Ain't this livin', I want to know?" He shuddered luxuriously at the
howl and rattle of the wind without. "Now, folks: 'For that with
which we are about to be blessed make us truly thankful. Amen.' Put
your teeth in one o' them biscuit, Tunis. I want to recommend 'em
to you. Ain't none better on this endurin' Cape--no, sir. We got the
best cook on the Head. If you are ever lucky enough to get one ha'f
as good, Tunis--"
"Now, you be still, Ira," admonished Prudence, smiling comfortingly
at the blushing girl.
"You better sing small, Cap'n Ira," said the skipper of the _Seamew_
hoarsely. "It's mebbe just because we're good-natured and forbearing
that you are keeping your cook for a while."
"Ha! So that's the way the wind blows, eh?" croaked Cap'n Ira. "You
talk big, young man. But we know Sheila better than you do, p'r'aps.
Don't we, Prue?"
His little old wife, with her winter-apple face wrinkled in a smile
of utter confidence, leaned nearer Sheila to pat her hand.
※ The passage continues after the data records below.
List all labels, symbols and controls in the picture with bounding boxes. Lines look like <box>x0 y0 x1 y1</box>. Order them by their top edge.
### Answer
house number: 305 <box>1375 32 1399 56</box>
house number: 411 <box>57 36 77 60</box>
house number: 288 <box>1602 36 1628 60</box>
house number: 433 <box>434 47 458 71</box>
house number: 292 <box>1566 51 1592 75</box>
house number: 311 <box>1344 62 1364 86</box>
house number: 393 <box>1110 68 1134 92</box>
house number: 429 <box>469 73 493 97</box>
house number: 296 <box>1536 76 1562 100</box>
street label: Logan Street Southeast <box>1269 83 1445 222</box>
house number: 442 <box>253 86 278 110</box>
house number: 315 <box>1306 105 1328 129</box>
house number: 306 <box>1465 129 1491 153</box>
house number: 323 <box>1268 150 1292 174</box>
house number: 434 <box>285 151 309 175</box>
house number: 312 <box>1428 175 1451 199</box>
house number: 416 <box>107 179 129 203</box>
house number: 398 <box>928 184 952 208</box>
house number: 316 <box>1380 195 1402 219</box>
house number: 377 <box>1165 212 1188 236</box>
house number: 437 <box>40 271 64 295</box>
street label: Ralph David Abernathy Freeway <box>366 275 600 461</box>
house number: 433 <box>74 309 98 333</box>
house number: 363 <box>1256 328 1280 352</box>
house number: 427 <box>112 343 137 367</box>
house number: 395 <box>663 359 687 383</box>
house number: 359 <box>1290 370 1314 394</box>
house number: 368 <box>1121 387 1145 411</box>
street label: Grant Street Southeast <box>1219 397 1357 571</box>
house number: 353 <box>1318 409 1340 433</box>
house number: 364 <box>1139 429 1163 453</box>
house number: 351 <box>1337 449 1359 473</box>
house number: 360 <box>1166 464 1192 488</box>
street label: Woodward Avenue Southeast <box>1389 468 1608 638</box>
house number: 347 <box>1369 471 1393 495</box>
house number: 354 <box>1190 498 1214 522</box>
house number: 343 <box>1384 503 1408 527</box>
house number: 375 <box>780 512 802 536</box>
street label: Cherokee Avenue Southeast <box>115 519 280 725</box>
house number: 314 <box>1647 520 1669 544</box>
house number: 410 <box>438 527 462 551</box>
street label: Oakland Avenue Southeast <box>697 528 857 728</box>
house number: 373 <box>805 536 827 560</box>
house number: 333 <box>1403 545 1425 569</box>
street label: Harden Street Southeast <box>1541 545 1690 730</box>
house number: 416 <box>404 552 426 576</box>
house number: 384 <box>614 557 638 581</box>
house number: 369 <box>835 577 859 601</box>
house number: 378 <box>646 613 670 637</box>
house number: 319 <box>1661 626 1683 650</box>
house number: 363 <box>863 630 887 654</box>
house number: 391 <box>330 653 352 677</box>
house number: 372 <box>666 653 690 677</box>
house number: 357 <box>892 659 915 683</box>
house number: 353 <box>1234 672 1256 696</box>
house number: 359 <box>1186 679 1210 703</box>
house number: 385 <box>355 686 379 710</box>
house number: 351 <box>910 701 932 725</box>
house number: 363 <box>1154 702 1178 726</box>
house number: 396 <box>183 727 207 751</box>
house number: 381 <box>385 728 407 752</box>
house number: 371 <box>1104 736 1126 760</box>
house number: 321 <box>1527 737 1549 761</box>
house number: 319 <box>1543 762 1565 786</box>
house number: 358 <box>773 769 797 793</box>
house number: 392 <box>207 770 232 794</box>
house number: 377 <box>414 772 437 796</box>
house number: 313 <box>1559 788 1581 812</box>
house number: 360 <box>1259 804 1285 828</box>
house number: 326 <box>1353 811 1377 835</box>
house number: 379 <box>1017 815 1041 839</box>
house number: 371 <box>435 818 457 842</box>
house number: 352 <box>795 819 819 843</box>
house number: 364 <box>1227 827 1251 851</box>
The girl
seized the wrinkled claw suddenly and pressed it with both of
hers--pressed it gratefully and with a full-charged heart.
"Don't be disturbed. Don't fear," she whispered so that the old
woman only might not hear. "I will not leave you."
The two men looked deeply into each other's eyes and with a great
understanding. They are not demonstrative, these Cape men, not as a
rule; but Cap'n Ira and Tunis Latham understood all entailed in that
promise so softly given, and they subscribed to it. Sheila was to
have her way.
Hours later Tunis lit the lamp in his bedroom and then stood before
his window, gazing out into the driving snow. Almost immediately he
saw the gleam of another lamp, far up the slope, showing from that
north window of Sheila's chamber in the old Ball house.
This was the signal they had agreed upon--their good-night symbol
whenever he was at home. He stood there a long time, looking out.
Although the wintry wind raved across Wreckers' Head and the snow
scurried wildly before it, there was springtime in the hearts of
Tunis Latham and Sheila--the springtime of their hopes.